As economic growth around the world falls, commodity prices have been dragged down. Oil prices have slumped to almost $90 (Rs4,200) a barrel. Copper and aluminium prices fell by their 4% limit in Shanghai on Tuesday. The Reuters Jefferies CRB index, an index of global commodity prices, has fallen from a peak of 473 on 2 July to 348 by 15 September. Investors seem to be selling all asset classes with a hint of risk, such as equities, credit derivatives, real estate and now commodities. Unlike in the first half of the year, when equities fell but commodity prices surged, they are now falling together. The gainers have been government bonds. As bear market guru Marc Faber has been repeating ad nauseam, the current environment of deleveraging affects most asset classes.
Different route (Graphic)
On Tuesday, the Asian Development Bank (ADB) released an update to its Asia Economic Outlook that it had prepared last April. The report says that, because of a slowdown in oil demand from industrial countries, an expansion of non-Opec output, an increase in Opec’s production capacity and the addition of capacity in refining, oil prices may fall in the current year and the next. According to ADB, Brent crude prices are forecast to fall to an average of $90 a barrel in the last quarter of calendar 2009. Considering that the price of Brent crude has already dropped to $90 a barrel, those forecasts already need to be pared down. But the Asian lender says that robust demand in developing Asia will keep demand for oil from dropping too much. Oil prices are also forecast to rebound in 2010 to an average of $106.63 a barrel and to $108.25 a barrel in 2011. Notice, however, that even ADB’s relatively bullish call on oil doesn’t envisage it going back to the 2008 average price before 2014.
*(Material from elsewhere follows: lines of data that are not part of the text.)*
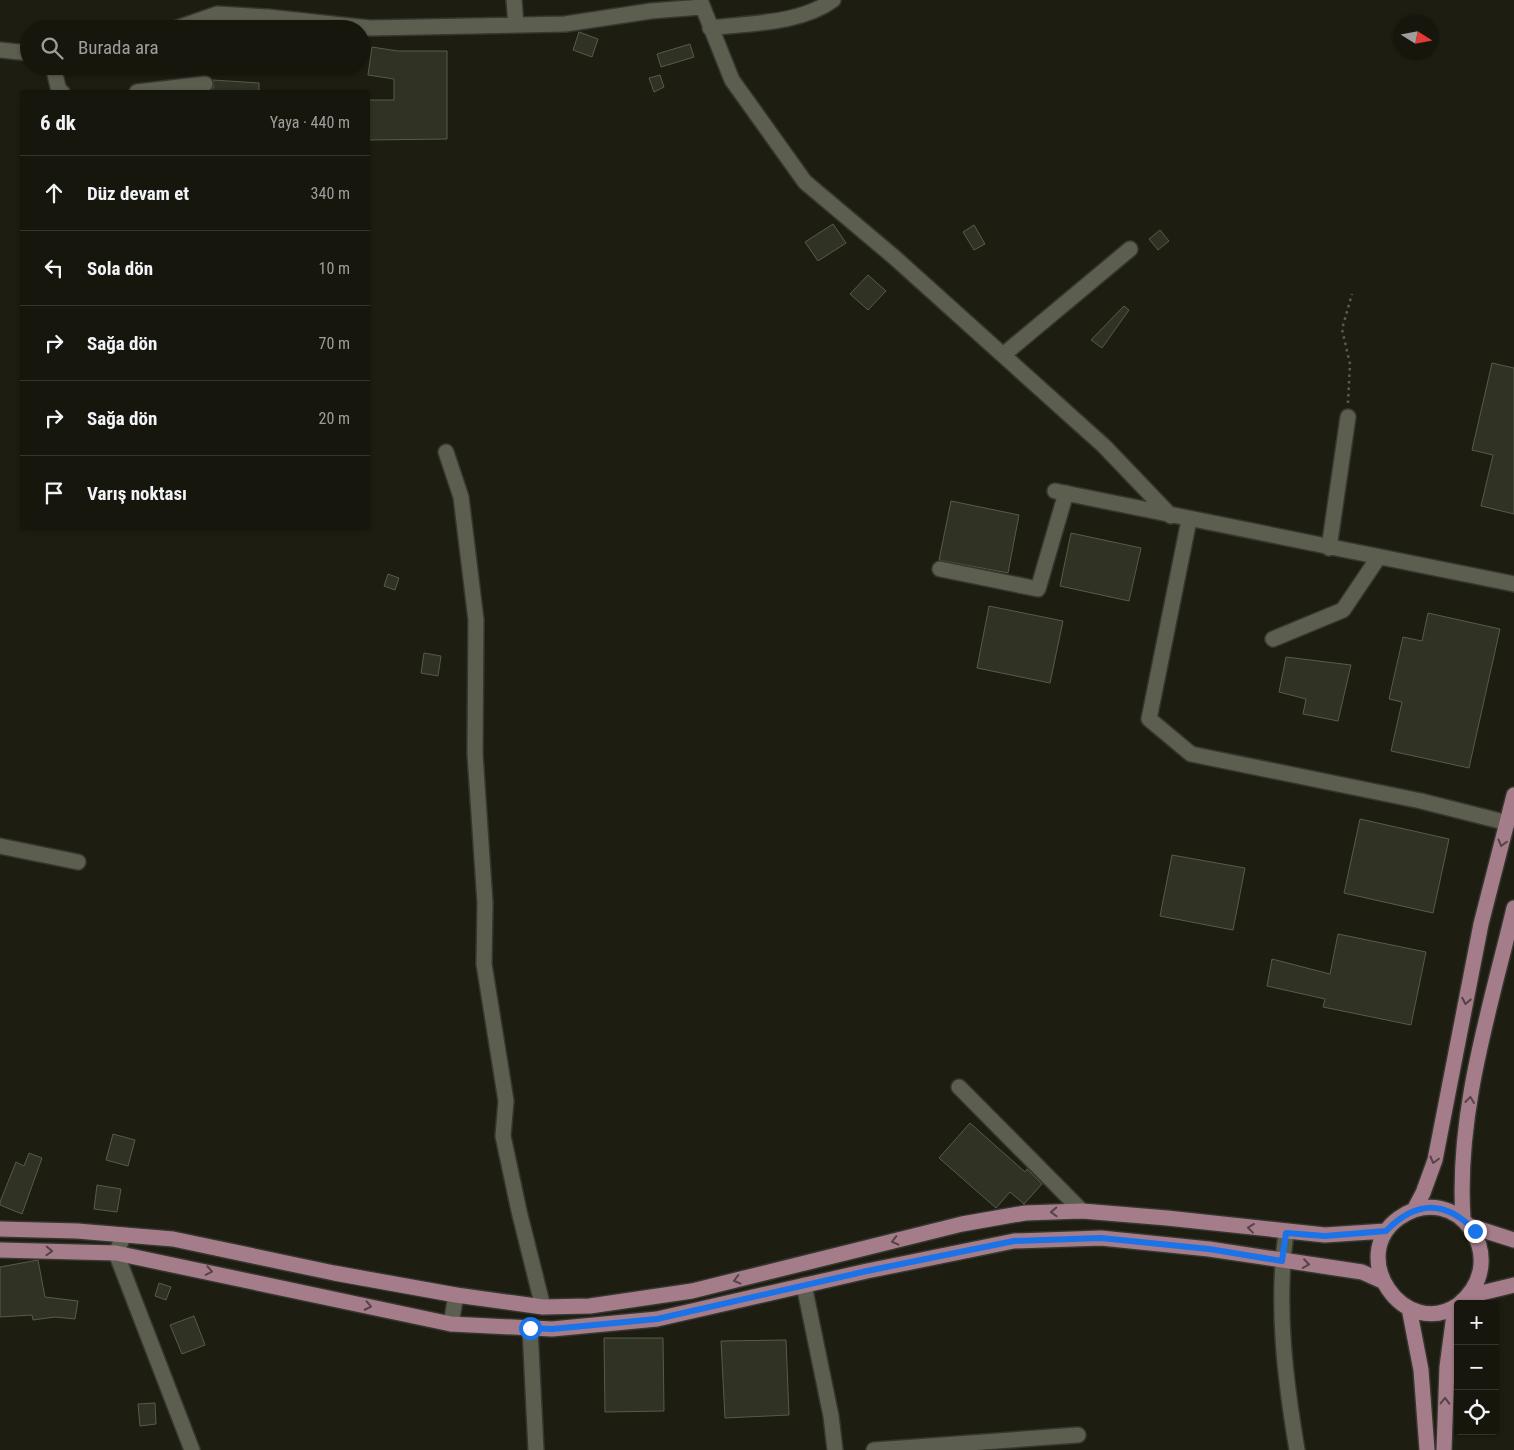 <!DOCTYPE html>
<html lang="tr">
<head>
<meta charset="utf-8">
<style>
  :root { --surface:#16160d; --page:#1f1f16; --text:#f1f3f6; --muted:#9e9f9d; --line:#35352e }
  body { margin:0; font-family:"Roboto Condensed",sans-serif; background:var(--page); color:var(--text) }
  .controls { position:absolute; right:15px; bottom:15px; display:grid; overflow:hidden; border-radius:5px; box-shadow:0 1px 4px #0004 }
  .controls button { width:45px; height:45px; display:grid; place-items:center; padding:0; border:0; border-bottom:1px solid var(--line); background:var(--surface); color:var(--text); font:25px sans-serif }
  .compass { position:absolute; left:1394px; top:15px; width:45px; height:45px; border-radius:50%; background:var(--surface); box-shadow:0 1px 4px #0004; rotate:101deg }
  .stop { position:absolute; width:15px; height:15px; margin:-11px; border:4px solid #1a73e8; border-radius:50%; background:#fff }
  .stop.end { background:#1a73e8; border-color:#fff; box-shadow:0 1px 5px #0008 }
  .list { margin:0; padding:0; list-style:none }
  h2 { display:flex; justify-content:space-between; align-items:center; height:65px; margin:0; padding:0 20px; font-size:21px }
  h2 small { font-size:16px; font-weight:400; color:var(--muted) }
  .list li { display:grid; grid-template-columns:32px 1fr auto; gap:15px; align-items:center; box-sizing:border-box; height:75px; padding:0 20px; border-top:1px solid var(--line) }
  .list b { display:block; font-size:19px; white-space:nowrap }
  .list em { font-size:16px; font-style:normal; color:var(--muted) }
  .icon { flex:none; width:28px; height:28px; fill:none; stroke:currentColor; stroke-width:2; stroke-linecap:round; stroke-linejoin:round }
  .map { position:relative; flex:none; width:1514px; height:1450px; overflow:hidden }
  .search { position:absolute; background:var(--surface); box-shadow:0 1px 4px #0004; left:20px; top:20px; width:350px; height:55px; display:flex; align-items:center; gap:12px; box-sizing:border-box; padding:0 18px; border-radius:28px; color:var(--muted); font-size:19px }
  .panel { position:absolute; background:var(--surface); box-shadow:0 1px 4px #0004; left:20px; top:90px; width:350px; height:440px; border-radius:5px }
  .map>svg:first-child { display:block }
  .building { fill:#303224; stroke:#585a4b }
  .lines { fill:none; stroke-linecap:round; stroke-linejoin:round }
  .minor-casing { stroke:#35362f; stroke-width:18 }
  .major-casing { stroke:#35362f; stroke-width:18 }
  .path { stroke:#5b5c50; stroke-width:2.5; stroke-dasharray:2.5 4; stroke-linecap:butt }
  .minor { stroke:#5c5e4f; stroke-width:15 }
  .major { stroke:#a57d8a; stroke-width:15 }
  .oneway { stroke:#564247 }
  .route { stroke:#1a73e8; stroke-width:6 }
</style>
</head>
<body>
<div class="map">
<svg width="1514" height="1450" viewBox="0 0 1514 1450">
  <rect width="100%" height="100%" fill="#1d1e11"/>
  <path class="building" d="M 579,32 L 598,39 L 592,57 L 573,50 Z
    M 690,44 L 694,57 L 661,67 L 657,54 Z
    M 372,47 L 398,51 L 447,51 L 447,139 L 368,140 L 368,100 L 394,100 L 394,79 L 368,75 Z
    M 660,75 L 664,87 L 654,92 L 649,78 Z
    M 213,80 L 259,83 L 259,92 L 210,92 L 214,87 Z
    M 833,224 L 846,243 L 818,261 L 805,242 Z
    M 974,225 L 985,244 L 974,250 L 963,232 Z
    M 1160,230 L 1169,241 L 1158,250 L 1149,239 Z
    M 868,275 L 886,291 L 868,310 L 850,294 Z
    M 1124,306 L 1129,310 L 1102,348 L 1091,340 Z
    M 1492,363 L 1514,368 L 1514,514 L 1481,506 L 1493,455 L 1472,450 Z
    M 951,501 L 1019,515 L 1008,573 L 939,560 Z
    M 1071,533 L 1141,548 L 1129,601 L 1060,586 Z
    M 388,574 L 399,578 L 395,590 L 384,586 Z
    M 989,606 L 1063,621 L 1050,683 L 977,668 Z
    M 1428,613 L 1500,629 L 1469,768 L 1391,751 L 1402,702 L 1389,699 L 1403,637 L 1422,641 Z
    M 424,653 L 441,656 L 438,676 L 421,673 Z
    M 1286,657 L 1351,665 L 1338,721 L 1303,714 L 1306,699 L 1279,692 Z
    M 1360,819 L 1449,839 L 1433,913 L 1344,893 Z
    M 1172,855 L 1245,868 L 1233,930 L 1160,916 Z
    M 1338,934 L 1426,952 L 1411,1025 L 1323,1007 L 1325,999 L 1267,986 L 1272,959 L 1330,974 Z
    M 970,1123 L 1025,1172 L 1027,1169 L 1042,1184 L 1024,1204 L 1010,1192 L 996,1208 L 939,1158 Z
    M 113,1134 L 135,1140 L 128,1166 L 106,1160 Z
    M 29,1153 L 42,1158 L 22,1214 L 0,1205 L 0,1202 L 16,1162 L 24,1166 Z
    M 97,1185 L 121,1189 L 117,1212 L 94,1209 Z
    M 38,1260 L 45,1297 L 78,1301 L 75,1319 L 55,1317 L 33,1320 L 32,1315 L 0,1317 L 0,1267 Z
    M 159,1283 L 171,1287 L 166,1300 L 155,1296 Z
    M 194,1316 L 205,1345 L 182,1354 L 170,1325 Z
    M 604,1338 L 663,1338 L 664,1411 L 605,1412 Z
    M 786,1340 L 789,1415 L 725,1418 L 721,1341 Z
    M 155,1403 L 156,1424 L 140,1426 L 138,1404 Z"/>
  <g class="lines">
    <defs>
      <path id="minor" d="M 514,0 L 516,25
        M 700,0 L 732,80 L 805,182 L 894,257 L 1104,446 L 1171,516
        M 710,28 C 750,23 800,24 833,0
        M 174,29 L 217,14 L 268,17 L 370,28 L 565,24 L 651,11 L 701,7
        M 0,50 L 29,53
        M 53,66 L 59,91 L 62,92
        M 137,92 L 205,84
        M 1003,355 L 1130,249
        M 446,452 L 461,497 L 476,620 L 475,754 L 485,903 L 484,964 L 506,1101 L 503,1136 L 519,1211 L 543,1307
        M 1055,491 L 1514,584
        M 1189,520 L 1149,719 L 1191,754 L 1421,801 L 1508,823
        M 1329,548 L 1348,417
        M 940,569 L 1038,589 L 1066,493
        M 1273,639 L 1343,610 L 1378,558
        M 0,846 L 78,862
        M 959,1087 L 1082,1211
        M 1286,1233 C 1276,1305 1285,1379 1297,1450
        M 124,1235 L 116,1253 L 192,1450
        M 804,1285 L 831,1416 L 835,1450
        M 451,1324 L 456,1295
        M 530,1328 L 536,1450
        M 874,1450 L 1078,1435"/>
      <path id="major" d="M 1414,1210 L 1423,1193 L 1435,1160 L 1481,924 L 1514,795
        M 1463,1218 C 1456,1113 1490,1009 1514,908
        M 1470,1226 L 1514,1240
        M 0,1229 L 77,1231 L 173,1239 L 334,1273 L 456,1295 L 543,1307 L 590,1306 L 692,1291 L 962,1224 L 1025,1213 L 1082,1211 L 1167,1218 L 1325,1235 L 1386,1231
        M 0,1250 L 116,1253 L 451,1324 L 552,1329 L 657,1319 L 867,1271 L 1014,1241 L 1101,1238 L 1209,1249 L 1362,1272 L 1382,1281
        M 1469,1296 L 1514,1285
        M 1458,1305 C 1404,1341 1346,1256 1399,1218 C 1456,1178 1514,1259 1459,1304
        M 1409,1308 L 1421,1370 L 1427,1450
        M 1444,1450 L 1447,1367 L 1455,1307"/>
    </defs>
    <use href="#minor" class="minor-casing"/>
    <use href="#major" class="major-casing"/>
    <path class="path" d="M 1348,403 L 1350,364 L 1342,329 L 1352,294"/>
    <use href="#minor" class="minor"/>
    <use href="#major" class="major"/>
  </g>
  <defs><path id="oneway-chevron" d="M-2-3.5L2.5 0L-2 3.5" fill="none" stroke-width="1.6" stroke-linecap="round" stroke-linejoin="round" transform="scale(1.25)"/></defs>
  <g class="oneway">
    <use href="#oneway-chevron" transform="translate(1502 843) rotate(105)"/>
    <use href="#oneway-chevron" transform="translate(1466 1001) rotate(101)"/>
    <use href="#oneway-chevron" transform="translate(1470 1100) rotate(-83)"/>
    <use href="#oneway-chevron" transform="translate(1434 1160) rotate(105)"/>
    <use href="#oneway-chevron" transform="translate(1054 1212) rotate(178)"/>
    <use href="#oneway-chevron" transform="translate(1251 1228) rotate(-173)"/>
    <use href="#oneway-chevron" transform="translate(895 1241) rotate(166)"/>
    <use href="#oneway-chevron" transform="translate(49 1251) rotate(2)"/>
    <use href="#oneway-chevron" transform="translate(1306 1264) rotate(8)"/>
    <use href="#oneway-chevron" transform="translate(209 1271) rotate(11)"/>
    <use href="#oneway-chevron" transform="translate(737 1280) rotate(166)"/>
    <use href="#oneway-chevron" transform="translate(368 1306) rotate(12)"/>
    <use href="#oneway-chevron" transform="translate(1445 1401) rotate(-89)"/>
  </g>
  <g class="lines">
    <path class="route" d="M 530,1328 L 552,1329 L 657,1319 L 867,1271 L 1014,1241 L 1101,1238 L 1209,1249 L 1282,1261 L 1286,1233 L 1325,1236 L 1386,1231 C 1416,1200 1446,1200 1475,1231"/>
  </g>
</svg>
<div class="controls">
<button>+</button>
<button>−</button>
<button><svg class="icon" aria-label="locate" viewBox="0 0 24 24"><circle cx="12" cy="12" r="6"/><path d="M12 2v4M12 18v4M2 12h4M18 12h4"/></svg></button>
</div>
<svg class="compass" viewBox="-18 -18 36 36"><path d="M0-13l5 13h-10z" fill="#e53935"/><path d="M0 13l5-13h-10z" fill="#9e9f9d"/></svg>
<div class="stop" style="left:530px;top:1328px"></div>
<div class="stop end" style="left:1475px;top:1231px"></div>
<div class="search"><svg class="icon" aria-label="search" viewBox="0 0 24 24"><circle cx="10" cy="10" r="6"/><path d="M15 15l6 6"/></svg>Burada ara</div>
<section class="panel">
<h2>6 dk<small>Yaya · 440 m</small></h2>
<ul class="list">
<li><svg class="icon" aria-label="ahead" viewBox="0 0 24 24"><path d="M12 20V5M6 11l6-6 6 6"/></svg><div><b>Düz devam et</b></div><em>340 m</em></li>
<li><svg class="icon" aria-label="left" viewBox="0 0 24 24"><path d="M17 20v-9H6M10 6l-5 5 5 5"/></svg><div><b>Sola dön</b></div><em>10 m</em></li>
<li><svg class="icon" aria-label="right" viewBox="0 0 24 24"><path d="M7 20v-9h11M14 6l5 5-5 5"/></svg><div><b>Sağa dön</b></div><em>70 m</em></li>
<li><svg class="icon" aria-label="right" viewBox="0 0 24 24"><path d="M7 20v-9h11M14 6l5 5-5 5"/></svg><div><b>Sağa dön</b></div><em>20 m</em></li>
<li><svg class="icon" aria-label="arrive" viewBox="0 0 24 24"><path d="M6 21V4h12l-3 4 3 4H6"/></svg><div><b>Varış noktası</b></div></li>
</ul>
</section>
</div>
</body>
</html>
ADB’s gross domestic product growth forecast for Asia’s developing economies has been trimmed only slightly to 7.5% this year from its earlier estimate, made in April, of 7.6% for 2008. That should help support commodity prices. For 2009, the forecast is of 8% growth, against the earlier forecast of 8.4%.
The 2008 growth forecast for China has been kept unchanged at 10%, while the economy is expected to grow at 9.5% in 2009 against the earlier estimate of 9.8%. For India, however, the cut has been severe: 2008 growth is now estimated to be 7.4% against 8% in April, while that in 2009 has been lowered even further to 7% from the April estimate of 8.5%. Here’s another confirmation that the slowdown in India is going to last longer and 2009 will be worse than 2008.
BASF and Indian minority shareholders
The minority shareholders of BASF India Ltd had a comfortable ride through the downturn in the Indian markets this year, thanks to the parent company’s open offer to minority shareholders. The open offer price was Rs300 per share, just about 13% lower than the firm’s peak of Rs344 in January this year. Considering that shareholders in most other firms have lost at least 30% since January, BASF India’s shareholders have been much better off. Also note that the open offer was announced after the firm’s share price had more than halved to the Rs165 levels in March.
Now, shareholders of another speciality chemicals manufacturer, Ciba India Ltd, can look forward to recoup some of their losses, thanks again to an open offer from Germany-based BASF SE. Ciba India’s parent company, Switzerland-based Ciba Holding AG has agreed to be acquired by BASF this week, and the resultant change in management control in the Indian arm should trigger the Indian takeover code and result in an open offer to minority shareholders. Since Ciba India accounts for an insignificant 2% of the parent company’s consolidated revenues and profit, it would be difficult to determine how much of the multinational company’s total valuation pertains to the Indian arm. In such cases, acquirers can either pay the average price in the past six months or a price based on a valuation by an investment banker. The six-month average should be relatively low, and wouldn’t attract shareholders.
But going by BASF’s track record of wanting to increase shareholding in its Indian subsidiary (through the open offer route), it wouldn’t be surprising if it offers a premium to buyout all minority shareholders. Of course, that may have to wait a while, since the acquisition process has still to be completed overseas. Ciba India’s shares jumped 5.6% soon after the announcement of its parent’s acquisition, but fell 1.5% the day after. The relatively muted rise in the shares could be because of weak markets on one hand, and because of the possibility that the open offer price may be unexciting on the other.